Diversos representantes empresariales consideran que la desconexión digital no debe interpretarse únicamente como una prohibición de enviar mensajes fuera del horario laboral, sino como una oportunidad para replantear modelos de productividad más eficientes.
La preocupación radica en que una regulación excesivamente rígida podría afectar operaciones internacionales, esquemas híbridos y sectores que requieren disponibilidad continua.
Al mismo tiempo, especialistas en recursos humanos advierten que ignorar el problema puede traducirse en mayores niveles de agotamiento laboral, rotación de personal y disminución en el rendimiento.
En ese sentido, cada vez más compañías han comenzado a implementar políticas internas voluntarias para limitar reuniones fuera de horario, evitar correos nocturnos y promover pausas laborales.
La discusión también tiene implicaciones legales importantes. Expertos señalan que la falta de claridad en los límites de disponibilidad podría derivar en conflictos relacionados con horas extraordinarias, riesgos psicosociales o incluso responsabilidades patronales vinculadas con estrés y ansiedad laboral.

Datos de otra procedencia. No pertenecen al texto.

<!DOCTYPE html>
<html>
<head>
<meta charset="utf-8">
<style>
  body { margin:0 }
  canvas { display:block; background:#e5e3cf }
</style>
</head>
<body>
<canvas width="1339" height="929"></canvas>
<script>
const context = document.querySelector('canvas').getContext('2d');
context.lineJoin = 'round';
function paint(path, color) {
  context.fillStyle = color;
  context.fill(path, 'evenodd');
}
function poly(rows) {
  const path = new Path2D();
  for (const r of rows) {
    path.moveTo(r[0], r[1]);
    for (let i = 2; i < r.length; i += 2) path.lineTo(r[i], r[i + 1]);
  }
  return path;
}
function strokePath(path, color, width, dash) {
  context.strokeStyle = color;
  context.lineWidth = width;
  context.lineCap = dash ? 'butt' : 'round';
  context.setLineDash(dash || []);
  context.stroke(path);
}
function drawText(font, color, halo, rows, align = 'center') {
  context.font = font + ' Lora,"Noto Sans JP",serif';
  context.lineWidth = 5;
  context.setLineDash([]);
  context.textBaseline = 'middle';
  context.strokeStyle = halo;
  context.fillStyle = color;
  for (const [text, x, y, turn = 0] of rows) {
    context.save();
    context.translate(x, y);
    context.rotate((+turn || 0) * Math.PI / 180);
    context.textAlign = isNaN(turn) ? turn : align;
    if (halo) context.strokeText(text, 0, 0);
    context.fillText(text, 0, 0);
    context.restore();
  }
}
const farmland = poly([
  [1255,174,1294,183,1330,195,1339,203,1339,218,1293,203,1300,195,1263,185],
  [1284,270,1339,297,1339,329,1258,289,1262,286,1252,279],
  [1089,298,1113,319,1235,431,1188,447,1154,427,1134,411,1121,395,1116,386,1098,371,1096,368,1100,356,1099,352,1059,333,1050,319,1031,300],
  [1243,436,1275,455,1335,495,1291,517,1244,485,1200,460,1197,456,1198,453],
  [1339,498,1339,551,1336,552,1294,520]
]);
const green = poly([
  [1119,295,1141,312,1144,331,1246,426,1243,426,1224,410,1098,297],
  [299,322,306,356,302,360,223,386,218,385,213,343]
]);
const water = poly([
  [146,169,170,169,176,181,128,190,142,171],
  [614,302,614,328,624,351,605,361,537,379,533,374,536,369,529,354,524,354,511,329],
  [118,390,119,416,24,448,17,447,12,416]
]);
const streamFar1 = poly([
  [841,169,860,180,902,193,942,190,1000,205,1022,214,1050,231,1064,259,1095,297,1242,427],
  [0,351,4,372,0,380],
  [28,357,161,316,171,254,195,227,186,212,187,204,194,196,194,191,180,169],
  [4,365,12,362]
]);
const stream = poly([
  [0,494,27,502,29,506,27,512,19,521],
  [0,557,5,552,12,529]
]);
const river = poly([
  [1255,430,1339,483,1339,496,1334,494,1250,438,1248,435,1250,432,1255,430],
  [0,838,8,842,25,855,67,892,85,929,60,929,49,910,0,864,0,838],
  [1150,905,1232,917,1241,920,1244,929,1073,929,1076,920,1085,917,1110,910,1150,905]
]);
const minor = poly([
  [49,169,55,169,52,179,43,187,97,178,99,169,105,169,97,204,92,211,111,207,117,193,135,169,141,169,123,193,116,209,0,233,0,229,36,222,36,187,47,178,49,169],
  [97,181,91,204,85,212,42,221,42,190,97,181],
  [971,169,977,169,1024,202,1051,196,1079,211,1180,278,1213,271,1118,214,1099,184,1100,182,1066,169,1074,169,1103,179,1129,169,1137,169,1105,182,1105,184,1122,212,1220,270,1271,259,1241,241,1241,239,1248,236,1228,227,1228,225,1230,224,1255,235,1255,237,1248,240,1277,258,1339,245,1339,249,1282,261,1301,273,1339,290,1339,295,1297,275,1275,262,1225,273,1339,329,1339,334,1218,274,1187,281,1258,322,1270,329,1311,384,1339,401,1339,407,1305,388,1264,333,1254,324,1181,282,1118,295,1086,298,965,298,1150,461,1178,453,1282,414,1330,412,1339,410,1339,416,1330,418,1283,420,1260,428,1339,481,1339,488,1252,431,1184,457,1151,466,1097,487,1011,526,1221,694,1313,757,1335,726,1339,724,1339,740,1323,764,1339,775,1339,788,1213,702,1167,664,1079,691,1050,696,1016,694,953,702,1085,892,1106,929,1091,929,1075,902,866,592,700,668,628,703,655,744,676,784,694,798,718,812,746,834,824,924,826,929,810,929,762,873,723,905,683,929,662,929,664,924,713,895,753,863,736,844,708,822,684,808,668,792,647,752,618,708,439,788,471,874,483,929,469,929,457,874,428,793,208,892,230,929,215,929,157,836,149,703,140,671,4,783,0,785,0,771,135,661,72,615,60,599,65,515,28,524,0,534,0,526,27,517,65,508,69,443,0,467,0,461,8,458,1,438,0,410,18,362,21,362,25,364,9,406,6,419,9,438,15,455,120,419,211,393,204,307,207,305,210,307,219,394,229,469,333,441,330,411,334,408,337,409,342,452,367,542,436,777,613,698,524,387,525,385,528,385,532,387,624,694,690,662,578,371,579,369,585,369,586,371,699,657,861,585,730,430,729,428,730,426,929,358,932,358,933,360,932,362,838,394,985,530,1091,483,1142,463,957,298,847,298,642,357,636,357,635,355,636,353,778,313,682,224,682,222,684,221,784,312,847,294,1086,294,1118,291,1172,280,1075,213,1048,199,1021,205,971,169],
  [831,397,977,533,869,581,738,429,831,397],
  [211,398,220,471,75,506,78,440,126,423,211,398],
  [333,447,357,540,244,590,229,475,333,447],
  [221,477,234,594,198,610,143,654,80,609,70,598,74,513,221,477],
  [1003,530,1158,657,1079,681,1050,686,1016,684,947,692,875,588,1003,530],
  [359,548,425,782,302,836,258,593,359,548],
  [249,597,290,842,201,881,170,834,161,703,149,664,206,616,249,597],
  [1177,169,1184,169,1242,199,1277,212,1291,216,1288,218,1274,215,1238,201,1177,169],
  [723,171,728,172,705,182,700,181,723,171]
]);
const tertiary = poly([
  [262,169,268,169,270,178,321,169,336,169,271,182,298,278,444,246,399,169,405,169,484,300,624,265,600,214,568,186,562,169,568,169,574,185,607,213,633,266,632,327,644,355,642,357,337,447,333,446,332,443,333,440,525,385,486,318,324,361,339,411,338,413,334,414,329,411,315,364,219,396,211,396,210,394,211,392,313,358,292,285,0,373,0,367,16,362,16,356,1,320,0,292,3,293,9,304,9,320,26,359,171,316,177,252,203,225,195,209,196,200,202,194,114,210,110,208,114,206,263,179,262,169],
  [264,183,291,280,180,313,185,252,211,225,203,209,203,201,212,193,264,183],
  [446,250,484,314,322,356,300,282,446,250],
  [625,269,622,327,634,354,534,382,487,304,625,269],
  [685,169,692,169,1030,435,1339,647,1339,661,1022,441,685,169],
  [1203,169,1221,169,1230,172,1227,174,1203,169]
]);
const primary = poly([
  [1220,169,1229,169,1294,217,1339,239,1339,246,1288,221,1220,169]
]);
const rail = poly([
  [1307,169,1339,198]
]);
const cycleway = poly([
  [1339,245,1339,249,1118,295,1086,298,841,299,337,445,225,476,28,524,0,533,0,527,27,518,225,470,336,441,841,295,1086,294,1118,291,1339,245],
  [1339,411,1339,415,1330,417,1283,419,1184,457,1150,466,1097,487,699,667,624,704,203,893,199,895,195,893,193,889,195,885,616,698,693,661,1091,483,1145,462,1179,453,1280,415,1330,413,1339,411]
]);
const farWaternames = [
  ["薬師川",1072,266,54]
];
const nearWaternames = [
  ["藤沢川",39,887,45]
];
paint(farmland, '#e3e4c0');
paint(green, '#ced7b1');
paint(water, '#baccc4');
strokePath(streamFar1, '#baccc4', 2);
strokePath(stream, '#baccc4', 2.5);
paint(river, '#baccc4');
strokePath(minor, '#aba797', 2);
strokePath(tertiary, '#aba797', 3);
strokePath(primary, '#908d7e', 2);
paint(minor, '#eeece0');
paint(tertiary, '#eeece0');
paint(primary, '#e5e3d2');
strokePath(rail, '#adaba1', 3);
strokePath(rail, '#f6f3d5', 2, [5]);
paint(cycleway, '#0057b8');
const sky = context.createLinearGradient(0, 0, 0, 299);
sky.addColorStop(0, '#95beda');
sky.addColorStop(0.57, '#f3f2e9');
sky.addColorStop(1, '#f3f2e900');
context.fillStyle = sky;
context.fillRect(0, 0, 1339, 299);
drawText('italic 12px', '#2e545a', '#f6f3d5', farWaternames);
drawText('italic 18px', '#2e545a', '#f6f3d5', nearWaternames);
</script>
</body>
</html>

La NOM-035 y la reciente NOM-037 sobre teletrabajo han incrementado la presión para que las empresas documenten medidas preventivas y protocolos internos.

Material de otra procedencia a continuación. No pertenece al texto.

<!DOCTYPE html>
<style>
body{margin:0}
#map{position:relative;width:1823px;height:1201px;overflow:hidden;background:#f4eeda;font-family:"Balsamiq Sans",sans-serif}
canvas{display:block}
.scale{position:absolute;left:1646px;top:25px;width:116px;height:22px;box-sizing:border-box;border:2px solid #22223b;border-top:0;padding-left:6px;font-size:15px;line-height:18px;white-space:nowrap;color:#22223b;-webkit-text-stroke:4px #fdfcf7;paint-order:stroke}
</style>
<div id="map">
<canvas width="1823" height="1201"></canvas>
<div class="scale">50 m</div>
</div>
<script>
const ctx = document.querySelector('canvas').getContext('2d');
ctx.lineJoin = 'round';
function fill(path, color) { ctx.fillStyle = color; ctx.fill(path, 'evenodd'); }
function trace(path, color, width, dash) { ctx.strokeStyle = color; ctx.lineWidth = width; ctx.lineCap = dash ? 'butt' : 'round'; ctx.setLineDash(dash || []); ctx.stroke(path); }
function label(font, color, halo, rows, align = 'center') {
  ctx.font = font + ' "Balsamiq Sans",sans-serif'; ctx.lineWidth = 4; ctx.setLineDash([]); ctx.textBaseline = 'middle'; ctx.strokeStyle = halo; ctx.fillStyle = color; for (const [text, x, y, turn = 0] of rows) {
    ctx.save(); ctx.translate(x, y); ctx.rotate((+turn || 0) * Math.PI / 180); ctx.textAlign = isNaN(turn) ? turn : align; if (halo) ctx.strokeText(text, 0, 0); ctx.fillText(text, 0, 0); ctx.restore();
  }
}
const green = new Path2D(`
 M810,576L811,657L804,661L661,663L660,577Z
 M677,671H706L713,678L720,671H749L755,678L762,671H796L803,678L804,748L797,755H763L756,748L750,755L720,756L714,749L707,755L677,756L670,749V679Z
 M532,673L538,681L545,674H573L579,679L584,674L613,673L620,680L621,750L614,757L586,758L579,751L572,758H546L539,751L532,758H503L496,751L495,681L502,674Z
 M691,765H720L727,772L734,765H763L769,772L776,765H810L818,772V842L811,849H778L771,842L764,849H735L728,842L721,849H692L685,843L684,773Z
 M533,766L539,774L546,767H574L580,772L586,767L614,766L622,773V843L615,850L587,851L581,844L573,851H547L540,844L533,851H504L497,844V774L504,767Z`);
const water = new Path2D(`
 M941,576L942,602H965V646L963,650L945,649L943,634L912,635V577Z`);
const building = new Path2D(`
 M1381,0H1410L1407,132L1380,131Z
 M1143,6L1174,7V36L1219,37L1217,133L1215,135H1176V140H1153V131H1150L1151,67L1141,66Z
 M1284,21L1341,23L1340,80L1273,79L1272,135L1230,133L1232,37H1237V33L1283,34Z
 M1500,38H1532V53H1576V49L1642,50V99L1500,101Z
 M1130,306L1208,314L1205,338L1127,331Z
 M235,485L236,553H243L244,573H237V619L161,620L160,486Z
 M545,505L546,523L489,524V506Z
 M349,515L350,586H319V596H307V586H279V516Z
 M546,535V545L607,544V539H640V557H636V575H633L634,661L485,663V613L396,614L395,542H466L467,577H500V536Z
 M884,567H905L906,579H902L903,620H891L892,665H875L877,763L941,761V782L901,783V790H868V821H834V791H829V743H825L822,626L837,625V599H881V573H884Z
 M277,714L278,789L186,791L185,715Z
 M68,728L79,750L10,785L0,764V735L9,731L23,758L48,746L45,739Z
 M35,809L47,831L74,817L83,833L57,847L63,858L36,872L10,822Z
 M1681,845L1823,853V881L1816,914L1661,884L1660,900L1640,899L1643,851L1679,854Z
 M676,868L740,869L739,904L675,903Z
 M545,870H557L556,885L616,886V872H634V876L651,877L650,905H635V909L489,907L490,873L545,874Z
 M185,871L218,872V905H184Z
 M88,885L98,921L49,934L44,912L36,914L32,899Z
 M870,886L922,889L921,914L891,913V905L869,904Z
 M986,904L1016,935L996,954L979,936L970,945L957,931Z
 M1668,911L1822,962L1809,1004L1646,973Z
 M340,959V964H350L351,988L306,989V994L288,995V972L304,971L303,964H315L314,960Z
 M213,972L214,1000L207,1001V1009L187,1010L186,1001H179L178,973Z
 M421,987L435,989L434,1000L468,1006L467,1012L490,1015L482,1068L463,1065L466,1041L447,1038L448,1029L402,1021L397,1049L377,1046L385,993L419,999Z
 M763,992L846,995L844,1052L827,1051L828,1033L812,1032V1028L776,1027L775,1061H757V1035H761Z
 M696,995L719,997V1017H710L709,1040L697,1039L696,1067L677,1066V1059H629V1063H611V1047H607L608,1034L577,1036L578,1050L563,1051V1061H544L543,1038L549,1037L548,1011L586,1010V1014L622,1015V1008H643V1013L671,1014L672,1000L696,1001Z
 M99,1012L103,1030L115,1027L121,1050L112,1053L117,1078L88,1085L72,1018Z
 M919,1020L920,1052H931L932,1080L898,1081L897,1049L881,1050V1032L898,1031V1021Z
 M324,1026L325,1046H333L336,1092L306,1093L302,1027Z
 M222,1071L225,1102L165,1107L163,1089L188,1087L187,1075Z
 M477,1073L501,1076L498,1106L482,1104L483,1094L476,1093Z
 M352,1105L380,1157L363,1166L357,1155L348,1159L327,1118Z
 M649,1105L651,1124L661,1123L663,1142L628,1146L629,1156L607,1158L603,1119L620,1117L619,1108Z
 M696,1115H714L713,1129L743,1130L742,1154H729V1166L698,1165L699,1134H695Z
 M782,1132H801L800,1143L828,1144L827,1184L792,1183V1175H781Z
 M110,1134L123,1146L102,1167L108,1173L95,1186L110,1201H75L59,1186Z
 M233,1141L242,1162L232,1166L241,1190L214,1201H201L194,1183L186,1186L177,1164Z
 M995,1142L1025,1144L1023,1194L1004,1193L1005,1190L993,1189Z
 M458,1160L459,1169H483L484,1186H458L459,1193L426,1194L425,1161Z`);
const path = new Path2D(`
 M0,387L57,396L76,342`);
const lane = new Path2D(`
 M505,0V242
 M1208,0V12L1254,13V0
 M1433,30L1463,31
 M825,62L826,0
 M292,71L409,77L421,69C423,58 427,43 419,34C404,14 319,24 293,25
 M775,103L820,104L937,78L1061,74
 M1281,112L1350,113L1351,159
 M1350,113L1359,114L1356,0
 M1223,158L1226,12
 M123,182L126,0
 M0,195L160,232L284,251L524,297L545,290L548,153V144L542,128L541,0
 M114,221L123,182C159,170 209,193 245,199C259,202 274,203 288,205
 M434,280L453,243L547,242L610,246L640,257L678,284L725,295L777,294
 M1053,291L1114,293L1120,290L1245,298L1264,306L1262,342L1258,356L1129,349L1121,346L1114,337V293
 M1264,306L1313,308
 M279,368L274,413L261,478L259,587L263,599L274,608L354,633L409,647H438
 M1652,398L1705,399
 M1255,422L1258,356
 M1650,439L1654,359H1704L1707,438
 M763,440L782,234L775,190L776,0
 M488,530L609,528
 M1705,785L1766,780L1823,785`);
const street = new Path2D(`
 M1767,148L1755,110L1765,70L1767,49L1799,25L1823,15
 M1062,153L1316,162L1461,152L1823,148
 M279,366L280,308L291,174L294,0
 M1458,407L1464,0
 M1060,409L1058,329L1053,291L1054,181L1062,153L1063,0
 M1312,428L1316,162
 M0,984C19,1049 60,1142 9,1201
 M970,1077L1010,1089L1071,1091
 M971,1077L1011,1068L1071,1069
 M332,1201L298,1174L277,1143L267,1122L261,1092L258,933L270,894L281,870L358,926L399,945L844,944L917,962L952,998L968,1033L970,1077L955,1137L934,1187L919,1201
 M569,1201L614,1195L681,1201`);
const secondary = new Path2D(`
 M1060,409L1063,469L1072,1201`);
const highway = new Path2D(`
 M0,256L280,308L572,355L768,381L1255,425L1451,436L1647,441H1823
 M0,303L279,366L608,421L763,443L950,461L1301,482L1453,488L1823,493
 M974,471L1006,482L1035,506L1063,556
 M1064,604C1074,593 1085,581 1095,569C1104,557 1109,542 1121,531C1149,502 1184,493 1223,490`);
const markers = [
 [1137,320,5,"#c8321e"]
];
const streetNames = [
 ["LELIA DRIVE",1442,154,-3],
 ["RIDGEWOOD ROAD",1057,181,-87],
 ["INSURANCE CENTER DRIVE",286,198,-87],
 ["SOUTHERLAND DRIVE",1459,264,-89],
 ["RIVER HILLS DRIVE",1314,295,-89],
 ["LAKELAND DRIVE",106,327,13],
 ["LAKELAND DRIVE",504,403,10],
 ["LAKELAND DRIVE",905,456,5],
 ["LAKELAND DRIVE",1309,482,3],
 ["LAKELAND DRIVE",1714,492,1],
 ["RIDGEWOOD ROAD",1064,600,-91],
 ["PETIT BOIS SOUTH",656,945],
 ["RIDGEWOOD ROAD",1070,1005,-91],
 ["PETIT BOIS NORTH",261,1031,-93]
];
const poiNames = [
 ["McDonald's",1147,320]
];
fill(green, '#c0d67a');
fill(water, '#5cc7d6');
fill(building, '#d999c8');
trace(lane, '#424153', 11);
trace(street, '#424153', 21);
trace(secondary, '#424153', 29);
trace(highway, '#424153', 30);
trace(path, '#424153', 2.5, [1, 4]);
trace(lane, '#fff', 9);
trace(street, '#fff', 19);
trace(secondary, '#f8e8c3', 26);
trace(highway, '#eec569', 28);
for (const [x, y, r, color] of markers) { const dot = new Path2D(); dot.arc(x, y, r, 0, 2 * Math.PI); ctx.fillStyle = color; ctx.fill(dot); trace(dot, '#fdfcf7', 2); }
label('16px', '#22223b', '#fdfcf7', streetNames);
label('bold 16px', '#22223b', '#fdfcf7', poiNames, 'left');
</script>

Pese a los desafíos, el sector empresarial reconoce que el teletrabajo seguirá formando parte del mercado laboral mexicano. La tendencia apunta hacia esquemas híbridos en los que la flexibilidad se convierta en un factor de competitividad para atraer talento, particularmente entre generaciones jóvenes que priorizan el equilibrio entre vida y trabajo.
En este contexto, la desconexión digital aparece no sólo como un debate jurídico, sino como un elemento estratégico para redefinir las relaciones laborales del futuro.
El desafío para las empresas mexicanas será adaptarse a esta nueva cultura organizacional sin perder eficiencia, competitividad ni capacidad de respuesta en un entorno económico cada vez más dinámico.